» **Exercise aim**: Show every line of the data that contains the string "halo".

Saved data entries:
##############################
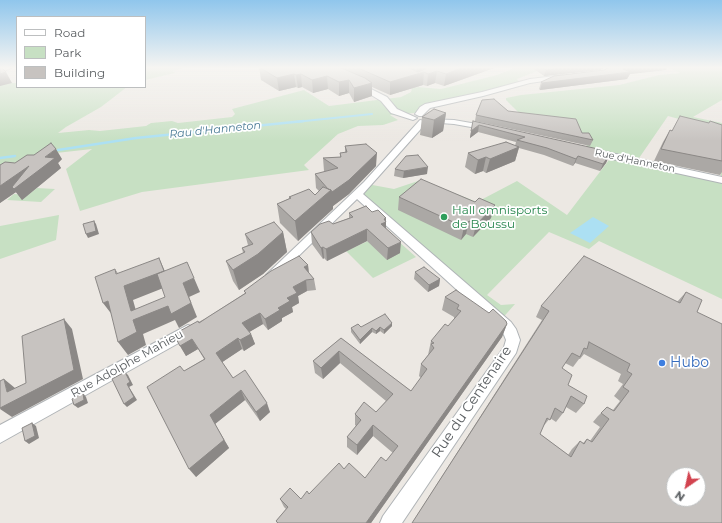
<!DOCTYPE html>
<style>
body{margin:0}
#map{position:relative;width:722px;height:523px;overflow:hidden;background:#ece8e3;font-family:Montserrat,sans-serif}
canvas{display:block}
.legend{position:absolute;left:16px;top:16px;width:130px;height:72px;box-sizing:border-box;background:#fff;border:1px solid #bdbfc0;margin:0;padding:5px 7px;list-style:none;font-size:12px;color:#5b5f62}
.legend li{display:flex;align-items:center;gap:8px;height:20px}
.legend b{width:20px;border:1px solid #bdbfc0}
.north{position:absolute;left:666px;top:467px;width:40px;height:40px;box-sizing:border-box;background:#fff;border:1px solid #bdbfc0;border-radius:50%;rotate:214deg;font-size:11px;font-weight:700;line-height:16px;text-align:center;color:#5b5f62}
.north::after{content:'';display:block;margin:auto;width:14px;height:18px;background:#d2434f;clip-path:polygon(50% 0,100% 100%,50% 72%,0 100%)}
</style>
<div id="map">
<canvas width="722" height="523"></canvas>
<ul class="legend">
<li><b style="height:5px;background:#fff"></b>Road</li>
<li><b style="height:11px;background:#c7e0c3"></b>Park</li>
<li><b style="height:11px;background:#c7c3c0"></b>Building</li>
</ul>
<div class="north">N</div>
</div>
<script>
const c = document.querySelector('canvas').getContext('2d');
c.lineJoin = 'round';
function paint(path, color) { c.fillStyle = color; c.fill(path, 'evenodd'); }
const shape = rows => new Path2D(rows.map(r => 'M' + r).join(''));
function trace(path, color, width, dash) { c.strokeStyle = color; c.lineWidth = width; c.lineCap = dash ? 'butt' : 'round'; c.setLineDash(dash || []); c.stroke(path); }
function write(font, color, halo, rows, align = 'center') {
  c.font = font + ' Montserrat,sans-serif'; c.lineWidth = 3.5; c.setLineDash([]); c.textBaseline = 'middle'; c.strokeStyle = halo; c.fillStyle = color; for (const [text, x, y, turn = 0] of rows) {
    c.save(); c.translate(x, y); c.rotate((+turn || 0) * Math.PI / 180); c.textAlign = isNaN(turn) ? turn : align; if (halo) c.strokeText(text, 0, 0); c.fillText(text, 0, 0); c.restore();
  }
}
paint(shape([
 [145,67,185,67,173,71,175,73,145,80],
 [516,67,548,67,517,79,520,83,444,103,414,113,390,115,398,120,383,125,358,126,338,134,304,165,309,170,142,192,80,211,66,169,92,149,29,156,21,162,0,165,0,85,8,83,17,83,17,87,127,87,101,107,66,127,58,133,89,130,100,131,146,126,151,123,172,121,178,123,232,117,235,114,232,109,304,90,329,106,401,97,411,92,412,88,418,87,441,89,497,75],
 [667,67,722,67,722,100,693,117,722,123,722,131,668,116,637,161,720,179,722,166,722,299,599,241,589,249,549,232,487,295,501,305,515,304,500,321,357,194,367,184,394,189,421,180,477,202,517,181,567,215,612,156,589,151,577,124,525,119,506,100,506,98,521,95,619,85,659,75,680,73],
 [37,188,55,189,41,202,7,200,14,194,28,195],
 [59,215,56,240,0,259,0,226],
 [388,232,416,257,373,278,346,251]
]), '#c7e0c3');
paint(shape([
 [593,217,609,226,590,243,570,233]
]), '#ace0f3');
trace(shape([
 [295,122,372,114]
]), '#ace0f3', 2);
trace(shape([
 [58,150,136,138,304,121],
 [0,158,15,156]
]), '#ace0f3', 2.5);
const street = shape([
 [563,75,566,77,565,78,530,83,483,96,430,108,422,116,419,116,415,114,420,107,425,104,482,92,530,79,563,75],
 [355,83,359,83,387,97,397,109,417,118,413,120,391,113,381,101,355,85,355,83],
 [427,119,454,120,488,126,492,128,488,130,454,124,427,122,363,194,511,322,516,329,520,340,516,353,402,523,380,523,383,516,504,347,506,340,504,335,501,330,357,199,276,278,272,280,268,278,266,275,364,182,420,120,426,121,427,119],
 [588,148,722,177,722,183,585,153,584,151,585,149,588,148],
 [188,325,193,327,195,331,193,335,0,443,0,425,188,325]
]);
const secondary = shape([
 [0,67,13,67,0,73,0,67]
]);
trace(street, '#b0b4b7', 2);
trace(secondary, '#b0b3b6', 2);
paint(street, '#fff');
paint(secondary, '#fff');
paint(shape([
 [259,67,497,67,444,86,435,83,427,86,423,85,390,95,372,87,372,96,354,102,349,93,339,96,328,89,313,93,302,87,298,88,296,87,279,91,261,80],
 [531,67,606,67,600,70,544,76],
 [610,67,667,67,666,70,630,74,627,79,540,90,539,89,541,82,604,70],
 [508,111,582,133,593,140,590,146,475,121,476,115],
 [446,113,443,131,432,138,420,135,422,117],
 [473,121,600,153,609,156,606,163,600,171,575,163,573,166,544,155,519,148,515,161,486,173,483,171,475,174,465,167,468,153,515,146,516,142,478,132,470,138],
 [709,123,722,125,722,172,720,175,654,161,663,142,670,130,672,130],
 [345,146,376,166,349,194,333,206,333,209,298,241,280,223,277,204,290,198,289,197,315,195,319,191,316,188,315,174,325,172,324,171,323,158,340,157,340,153,345,153],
 [62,159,58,163,61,168,22,200,16,192,0,203,0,165],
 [395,169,427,174,403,178,394,176],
 [399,197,491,218,473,237,466,234,461,240,398,210],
 [372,212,386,218,386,228,400,253,387,260,367,241,327,261,324,258,323,259,312,244,311,232,349,218,349,213],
 [283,232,287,252,263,274,239,290,233,281,226,261,243,253,242,248,248,245,245,234],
 [308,265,309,273,314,279,316,290,307,291,298,296,299,303,292,307,293,312,282,318,282,321,268,330,263,324,249,332,251,334,255,344,244,351,242,349,222,362,233,378,270,412,260,421,245,400,215,424,229,448,196,477,184,371,204,359,198,349,186,356,174,335,208,317,245,293,244,291],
 [415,272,440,279,439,286,428,292,414,279],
 [686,292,697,312,722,523,412,523,542,320,536,317,541,306,677,302],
 [584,354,621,374,618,381,623,384,614,396,620,401,613,410,607,407,598,416,593,422,600,427,590,441,587,439,583,443,580,441,572,449,568,455,540,434,542,428,550,418,556,422,563,413,566,407,576,413,584,404,568,385,562,368,565,363,573,367,579,359,580,359],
 [445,297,489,313,507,324,502,337,371,523,277,523,276,521,286,509,284,507,280,499,301,499,309,494,344,469,365,478,386,461,393,453,373,436,357,455,347,447,347,437,356,426,355,425,355,414,376,412,386,401,340,363,323,379,315,373,313,361,341,338,411,391,421,378,419,376,421,364,428,355,431,341,448,326,454,320,454,317,442,310],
 [392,326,384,334,380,331,376,334,372,332,360,344,351,332,351,328,361,327]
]), '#aba8a5');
paint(shape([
 [417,67,442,67,424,72,423,85,390,95,390,82,416,74],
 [464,67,497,67,444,86,446,74],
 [566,67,606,67,600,70,544,76,546,70],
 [633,67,667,67,666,70,630,74,627,79,540,90,542,83,623,69],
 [437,71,435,83,427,86,428,74],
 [6,72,12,83,0,86,0,74],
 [294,74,296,87,279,91,277,78],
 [301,74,302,87,298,88,296,75],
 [327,76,328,89,313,93,312,80],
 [349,80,349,93,339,96,339,82],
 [372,83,372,96,354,102,354,88],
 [446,113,443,131,432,138,434,120],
 [479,125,478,132,470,138,471,131],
 [519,147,515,161,486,173,490,159],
 [56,149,62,159,58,163,61,168,22,200,12,187,16,192,0,203,0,186,29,166,45,157],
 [377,153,376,166,349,194,333,206,333,209,298,241,295,221,331,190],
 [578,156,575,163,573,166,576,159],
 [609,156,606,163,600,171,603,164],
 [486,157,483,171,475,174,478,160],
 [428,167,427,174,403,178,404,171],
 [495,205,491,218,473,237,476,225],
 [386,218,386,233,381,224,384,219],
 [94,221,96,224,99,234,88,238,86,234],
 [469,221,466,234,461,240,464,227],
 [367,229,367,241,327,261,326,249],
 [283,232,287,252,263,274,239,290,233,270],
 [401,242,400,253,387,260,388,248],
 [323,247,324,258,323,259,321,248],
 [159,258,171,285,133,300,138,318,183,283,194,278,200,292,189,297,197,317,179,328,175,320,143,334,146,345,128,355,118,342,131,311,115,269,124,283],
 [308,265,309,276,304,267],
 [440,279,439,286,428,292,429,285],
 [306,280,307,291,298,296,299,303,292,307,293,312,282,318,282,321,268,330,265,319,278,308,287,298,293,287],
 [108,301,113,316,103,303],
 [260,313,263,324,246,334,242,323],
 [64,319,72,329,83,379,12,417,0,409,7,392,4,379,15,388,18,399],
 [392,323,392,326,384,334,384,330],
 [507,324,502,337,371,523,366,523],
 [380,327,380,331,376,334,376,331],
 [372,328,372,332,360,344,360,340],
 [251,334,255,344,244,351,240,340],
 [238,338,242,349,221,363,216,353],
 [192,339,198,349,186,356,180,346],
 [339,351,340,363,323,379,321,368],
 [125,372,128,375,133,385,129,387,137,400,127,407,124,404,127,384],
 [241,390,245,400,215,424,229,448,196,477,189,469,210,415],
 [83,393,86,397,88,403,78,408,74,405],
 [267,403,270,412,260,421,256,412],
 [32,423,36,426,39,438,29,444,25,441],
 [373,425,373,436,357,455,357,445]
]), '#8b8886');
const building = shape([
 [0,67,1,67,6,72,0,74,0,67],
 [259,67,339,67,365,78,372,83,354,88,349,80,339,82,327,76,312,80,301,74,296,75,294,74,277,78,259,67],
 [356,67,407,67,418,72,430,67,464,67,446,74,437,71,428,74,424,72,390,82,356,67],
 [542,67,566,67,546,70,542,67],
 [610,67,633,67,623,69,630,72,542,83,541,82,554,76,604,70,610,67],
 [494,99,508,111,576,119,582,133,589,133,593,140,476,115,482,100,494,99],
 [434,109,446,113,434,120,422,117,434,109],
 [680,116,709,123,710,121,722,125,722,161,661,149,670,130,672,131,680,116],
 [473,121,598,149,600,153,609,156,603,164,578,156,576,159,547,148,517,140,525,137,479,125,471,131,473,121],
 [506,142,519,147,490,159,486,157,478,160,468,153,506,142],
 [51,143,56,149,45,157,55,158,14,189,12,187,29,166,0,186,0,165,5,162,15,163,27,155,34,155,51,143],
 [366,144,377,153,349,180,332,192,331,190,328,189,315,174,338,168,323,158,341,157,340,153,347,152,345,146,366,144],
 [418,155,428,167,404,171,395,169,406,156,418,155],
 [421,179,475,202,479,198,495,205,476,225,469,221,464,227,399,197,421,179],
 [323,187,331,190,295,221,277,204,291,198,289,197,309,189,315,195,323,187],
 [366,206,372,212,378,210,386,218,384,219,386,222,381,224,401,242,388,248,367,229,326,249,323,247,321,248,311,232,320,224,329,221,333,224,353,217,349,213,366,206],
 [94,221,96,231,86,234,83,224,94,221],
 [274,222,283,232,258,254,233,270,226,261,245,252,242,248,253,244,245,234,274,222],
 [299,256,308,265,304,267,314,279,306,280,293,287,297,293,287,298,290,301,278,308,280,310,265,319,260,313,242,323,251,334,240,340,238,338,216,353,233,378,245,370,267,403,256,412,241,390,210,415,224,440,189,469,147,387,180,366,184,371,205,359,192,339,180,346,174,335,178,333,178,332,198,321,199,323,208,317,246,293,244,291,271,271,299,256],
 [584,256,680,303,686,292,702,300,697,312,722,324,722,523,412,523,549,311,541,306,584,256],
 [589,342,630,364,627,371,632,374,623,387,629,391,614,411,607,407,601,413,609,419,592,442,587,439,584,444,580,441,571,457,540,434,547,418,550,420,555,408,563,413,571,396,584,404,587,396,568,385,572,375,562,368,572,353,580,357,584,348,587,349,589,342],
 [674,475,698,475,698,499,674,499,674,475],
 [159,258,164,271,124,286,131,311,165,297,157,274,187,262,194,278,183,283,191,303,171,314,168,306,133,320,137,332,118,342,108,301,103,303,95,277,115,269,116,274,159,258],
 [424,267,440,279,429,285,415,272,424,267],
 [456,290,489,313,493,309,506,321,507,324,366,523,278,523,276,521,288,507,280,499,290,488,301,499,307,491,309,494,339,463,344,469,349,463,365,478,381,457,386,461,398,446,373,425,357,445,347,437,361,420,355,414,364,402,376,412,393,394,339,351,321,368,313,361,341,338,411,391,427,369,421,364,434,348,431,344,434,343,431,341,445,324,448,326,461,311,457,309,459,305,445,297,456,290],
 [385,314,392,323,384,330,380,327,376,331,372,328,360,340,351,328,358,324,361,327,385,314],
 [64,319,74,370,0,408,0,381,4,379,7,392,26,383,22,336,64,319],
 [125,372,130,382,127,384,134,397,124,404,112,379,125,372],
 [83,393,84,400,74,405,72,399,83,393],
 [32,423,35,436,25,441,22,428,32,423]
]);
paint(building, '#c7c3c0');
trace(building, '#8b8886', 1);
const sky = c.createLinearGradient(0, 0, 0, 141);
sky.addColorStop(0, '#90c6ec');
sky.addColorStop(0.48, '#f6f5f2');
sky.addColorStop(1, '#f6f5f200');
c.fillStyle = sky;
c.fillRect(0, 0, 722, 141);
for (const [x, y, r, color] of [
 [444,217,4,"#2e9e5b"],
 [662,363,4,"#3f7fe0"]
]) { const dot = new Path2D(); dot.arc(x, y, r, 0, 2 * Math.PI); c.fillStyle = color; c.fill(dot); trace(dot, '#fff', 1.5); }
write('10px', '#5b5f62', '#fff', [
 ["Rue d'Hanneton",635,161,12]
]);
write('italic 11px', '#457793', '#fff', [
 ["Rau d'Hanneton",215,130,-6]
]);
write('12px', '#27864d', '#fff', [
 ["Hall omnisports",452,210],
 ["de Boussu",452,224]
], 'left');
write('12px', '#5b5f62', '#fff', [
 ["Rue Adolphe Mahieu",127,364,-29]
]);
write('14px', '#366cbe', '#fff', [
 ["Hubo",670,363]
], 'left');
write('14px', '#5b5f62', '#fff', [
 ["Rue du Centenaire",472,402,-56]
]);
</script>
##############################
» **Task result**:
function write(font, color, halo, rows, align = 'center') {
  c.font = font + ' Montserrat,sans-serif'; c.lineWidth = 3.5; c.setLineDash([]); c.textBaseline = 'middle'; c.strokeStyle = halo; c.fillStyle = color; for (const [text, x, y, turn = 0] of rows) {
    c.save(); c.translate(x, y); c.rotate((+turn || 0) * Math.PI / 180); c.textAlign = isNaN(turn) ? turn : align; if (halo) c.strokeText(text, 0, 0); c.fillText(text, 0, 0); c.restore();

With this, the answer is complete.